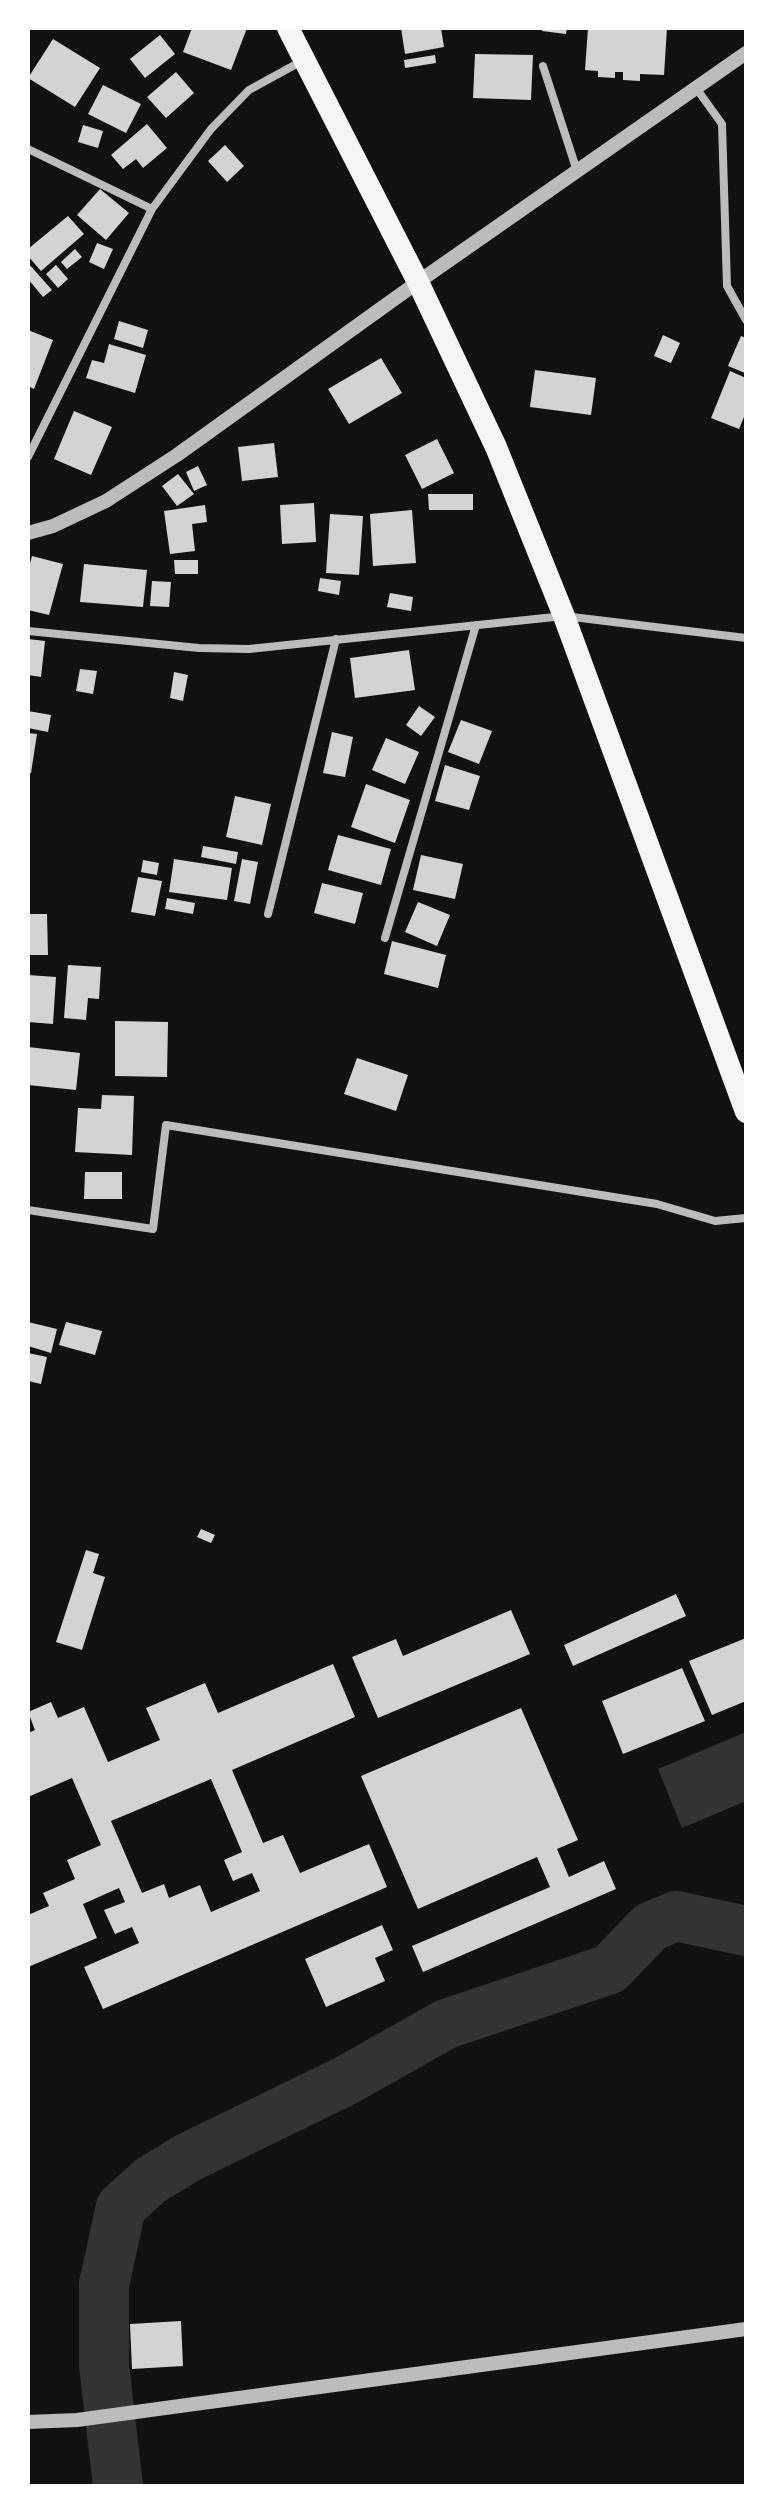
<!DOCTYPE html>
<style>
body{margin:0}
#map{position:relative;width:774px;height:2514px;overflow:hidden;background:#111;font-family:"PT Serif",serif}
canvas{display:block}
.frame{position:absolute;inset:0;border:30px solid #fff;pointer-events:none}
</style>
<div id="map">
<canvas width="774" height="2514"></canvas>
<div class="frame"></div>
</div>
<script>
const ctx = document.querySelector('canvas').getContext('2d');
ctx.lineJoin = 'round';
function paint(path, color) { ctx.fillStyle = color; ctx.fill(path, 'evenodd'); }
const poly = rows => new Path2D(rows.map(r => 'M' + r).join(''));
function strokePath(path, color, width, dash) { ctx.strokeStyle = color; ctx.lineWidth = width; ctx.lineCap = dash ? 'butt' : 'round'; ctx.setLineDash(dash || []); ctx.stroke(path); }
const water = poly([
 [746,1732,746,1801,682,1828,658,1769]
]);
const river = poly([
 [118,2486,104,2365,104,2284,121,2207,151,2180,189,2157,345,2081,446,2024,610,1969,650,1927,676,1916,746,1931]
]);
const building = poly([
 [192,28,247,28,231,70,183,52],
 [401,28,441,28,444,47,405,54],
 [542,28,567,28,566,34,542,31],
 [588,28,667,28,664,75,640,74,640,81,623,80,623,72,615,72,615,78,598,77,598,71,585,70],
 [160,35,175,54,145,78,130,59],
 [53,39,100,68,75,107,28,78],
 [475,54,533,55,531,100,473,98],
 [435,55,436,63,405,68,404,60],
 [176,72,194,93,166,118,147,97],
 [103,85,141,104,126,133,88,114],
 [147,124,167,148,143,168,136,159,123,169,111,155],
 [83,125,103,131,98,148,78,142],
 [225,145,244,166,227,182,208,161],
 [100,189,129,213,106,240,77,215],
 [68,216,84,234,41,271,28,256,28,249],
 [97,243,113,249,104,269,89,262],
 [75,249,82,257,67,269,61,262],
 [28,263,52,290,43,297,28,279],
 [56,265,68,279,58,288,46,274],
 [119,321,148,330,143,348,114,339],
 [28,330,53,340,34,389,28,386],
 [663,335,680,343,671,363,654,356],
 [741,336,746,338,745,373,728,366],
 [109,344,146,355,135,393,86,378,92,360,104,363],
 [381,358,402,393,349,424,328,389],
 [535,370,596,378,591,415,530,407],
 [730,371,746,378,746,412,739,429,711,418],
 [74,411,112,427,91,475,54,459],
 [437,439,454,473,422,489,405,455],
 [274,443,278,477,242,481,238,447],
 [198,466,207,485,194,491,186,472],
 [178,474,194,494,177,506,162,486],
 [428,494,473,494,473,510,429,510],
 [314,503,316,542,282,544,280,505],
 [205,505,207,522,192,524,195,551,170,554,164,511],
 [412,510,416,563,373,566,370,514],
 [330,514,363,516,359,575,326,573],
 [32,556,63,564,49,615,28,610,28,570],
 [174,560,198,560,198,574,175,574],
 [84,564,147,570,143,607,80,602],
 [320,578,341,581,339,595,318,591],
 [152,581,171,582,169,607,150,606],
 [390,593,413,597,411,611,387,607],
 [28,639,45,641,41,677,28,675],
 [409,650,415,690,355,698,350,658],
 [80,669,97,671,93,694,76,691],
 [174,672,188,675,183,701,170,698],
 [419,706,435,717,421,736,406,725],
 [28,711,51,715,48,732,28,728],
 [461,720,492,731,479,764,448,752],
 [332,732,353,737,345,777,323,773],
 [28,733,37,734,31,773,28,773],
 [386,738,419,752,405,784,372,770],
 [445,765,480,776,469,810,435,801],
 [366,784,410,800,395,843,351,827],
 [235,796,271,804,262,845,226,837],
 [338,835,391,849,381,885,328,870],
 [203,846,238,852,236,864,201,857],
 [421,855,463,864,455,899,413,890],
 [174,859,232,868,227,900,169,892],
 [242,859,258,862,250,904,234,901],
 [143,860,159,863,157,875,141,872],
 [138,877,162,881,155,916,131,912],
 [322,883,363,893,355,924,314,913],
 [167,898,195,903,193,914,165,909],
 [418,902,450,915,437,946,405,932],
 [28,914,47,914,48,955,28,955],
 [392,941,446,955,438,988,384,974],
 [68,965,101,967,99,999,88,998,86,1020,64,1018],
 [28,975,56,977,53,1024,28,1022],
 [115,1021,168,1022,167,1077,115,1076],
 [28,1047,80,1053,76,1090,28,1085],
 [357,1058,408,1075,396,1111,344,1094],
 [102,1095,134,1096,132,1155,75,1152,78,1108,101,1109],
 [85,1172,122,1172,122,1199,84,1199],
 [28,1322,57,1329,51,1353,28,1346],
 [66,1322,102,1331,95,1355,59,1345],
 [28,1353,47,1357,41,1384,28,1381],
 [201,1529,215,1535,211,1543,197,1537],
 [86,1550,99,1554,93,1573,105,1577,82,1650,56,1642],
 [676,1594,686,1616,573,1666,564,1645],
 [511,1610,530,1654,378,1718,352,1657,396,1639,403,1656],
 [746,1638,746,1701,712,1715,689,1661],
 [333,1664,355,1717,232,1770,263,1843,283,1835,300,1873,369,1844,387,1887,103,2009,84,1967,139,1943,132,1927,115,1934,104,1910,125,1902,119,1888,83,1904,97,1938,28,1967,28,1915,49,1906,43,1893,75,1879,67,1860,101,1845,72,1778,28,1797,28,1733,35,1730,28,1712,51,1702,58,1718,84,1707,108,1762,160,1740,146,1708,205,1683,218,1713],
 [211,1779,242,1852,224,1860,233,1881,252,1873,260,1891,211,1912,200,1885,169,1898,164,1884,142,1893,111,1821],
 [682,1668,705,1721,623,1754,602,1701],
 [521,1708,578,1840,557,1849,569,1877,604,1861,616,1889,423,1972,412,1946,550,1887,537,1857,418,1909,361,1776],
 [382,1925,393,1950,375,1958,385,1981,326,2007,305,1959],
 [181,2321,183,2366,132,2369,130,2324]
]);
const minor = poly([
 [543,66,577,171],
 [696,88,722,124,727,286,746,320],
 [28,149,152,209],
 [28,457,152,209,211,129,249,90,302,61],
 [28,631,199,648,249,649,564,616,746,638],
 [268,914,336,639],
 [385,938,476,625],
 [28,1210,153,1229,166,1125,657,1204,715,1221,746,1218]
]);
const tertiary = poly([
 [28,533,53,526,106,501,177,455,418,282,746,53],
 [28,2422,77,2420,746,2329]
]);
const trunk = poly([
 [288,28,418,282,496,447,564,616,746,1112]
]);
paint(water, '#333');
strokePath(river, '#333', 50);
paint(building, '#d3d3d3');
strokePath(minor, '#bcbcbc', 8);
strokePath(tertiary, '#bcbcbc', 14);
strokePath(trunk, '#f5f5f5', 22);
</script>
━━━━━━━━━━━━━━━━
### PROBLEM STATEMENT:
Scan each line above for the string "canvas". Give the tally and nothing else.

### RESULT OF THIS TASK:
3